Dubai World Central... shaping the future of travel
Dubai World Central set to reinvent air travel
, October 1, 2014
by Martin Rivers
The creation of a massive new aviation hub at Dubai World Central is set to revolutionise the way passengers and freight move. Dubai’s success stems from geographical advantage and lacklustre competition in Europe, writes Martin Rivers in an article in The Gulf, our sister magazine .
Thinking big has never been a problem for the rulers of Dubai. Back in 2005, when fewer than 24 million passengers used Dubai International Airport (DXB), the emirate unveiled plans for a six-runway hub at Jebel Ali, southwest of the city, that could handle up to 120 million people each year.
A sprawling complex called Dubai World Central (DWC) was to be developed around the airport, creating “the world’s first purpose-built aerotropolis”.
At the time, DXB did not even rank among the top ten busiest international gateways on the planet. Dubai’s vision of becoming the centrepiece of global aviation was ridiculed in some corners as a delusion fuelled by free-flowing cash and unbridled Gulf egos. For years to come, discussions about the project were tainted with accusations of building a “white elephant” in the desert.
Today, however, with DXB on the cusp of overtaking London Heathrow Airport as the largest international gateway anywhere in the world, the sceptics have fallen silent.
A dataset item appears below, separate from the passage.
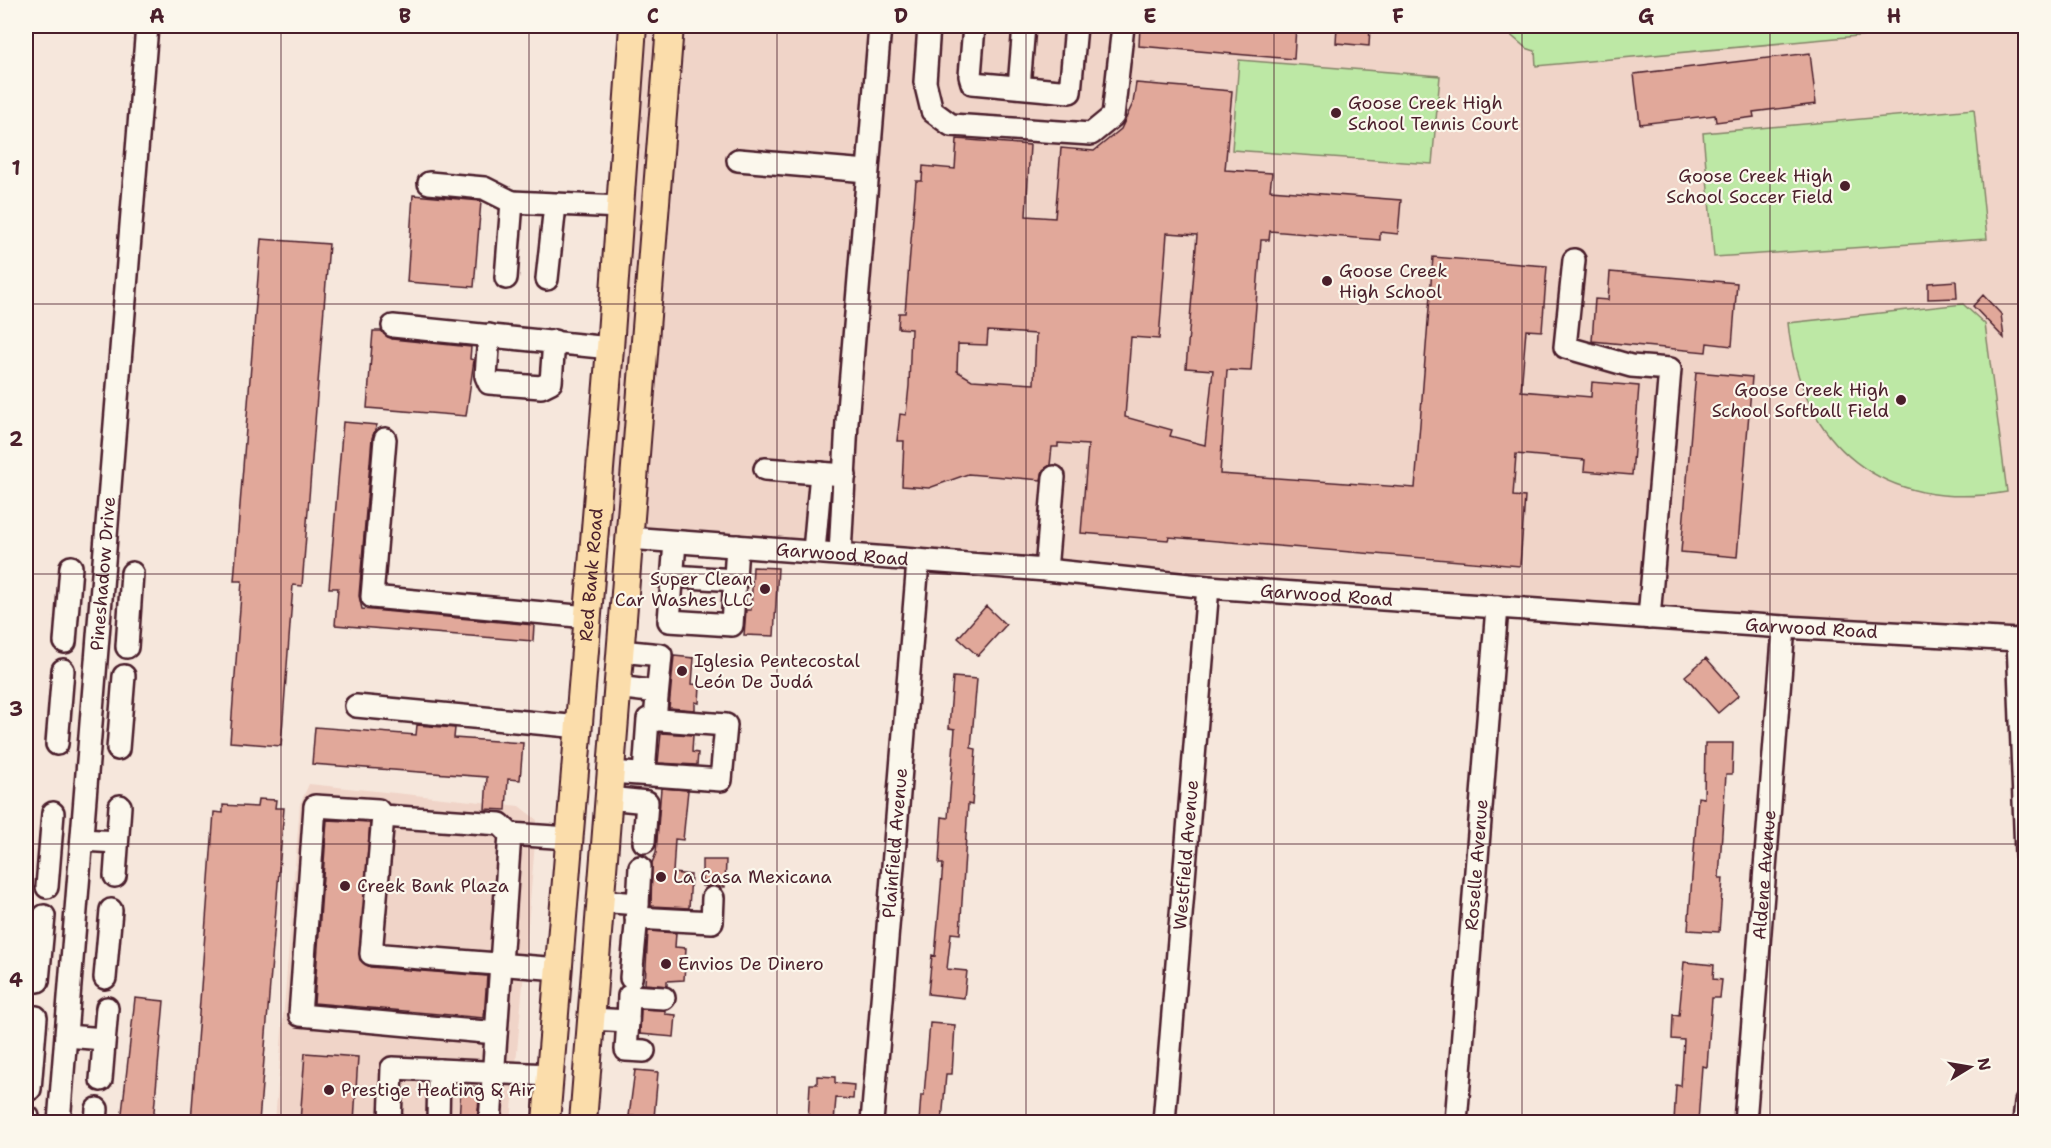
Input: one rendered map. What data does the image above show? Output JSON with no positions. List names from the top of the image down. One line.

DXB processed 66.4 million people in 2013; DWC’s newly re-named Al Maktoum International Airport is already accepting passenger flights; and Dubai’s rulers are once again upping the ante. Mindful that their traffic forecasts no longer seem such a distant prospect, the latest annual capacity target has risen from 160 to 200 million. And it could stretch even further, to 240 million.
“Our future lies at DWC. The announcement of this Dh120 billion ($32 billion) development of DWC is both timely and a strong endorsement of Dubai’s aviation industry,” said Paul Griffiths, chief executive of Dubai Airports, the owner and operator of both DXB and DWC, after Dubai’s ruler Shaikh Mohammed bin Rashid al Maktoum ratified the latest plans.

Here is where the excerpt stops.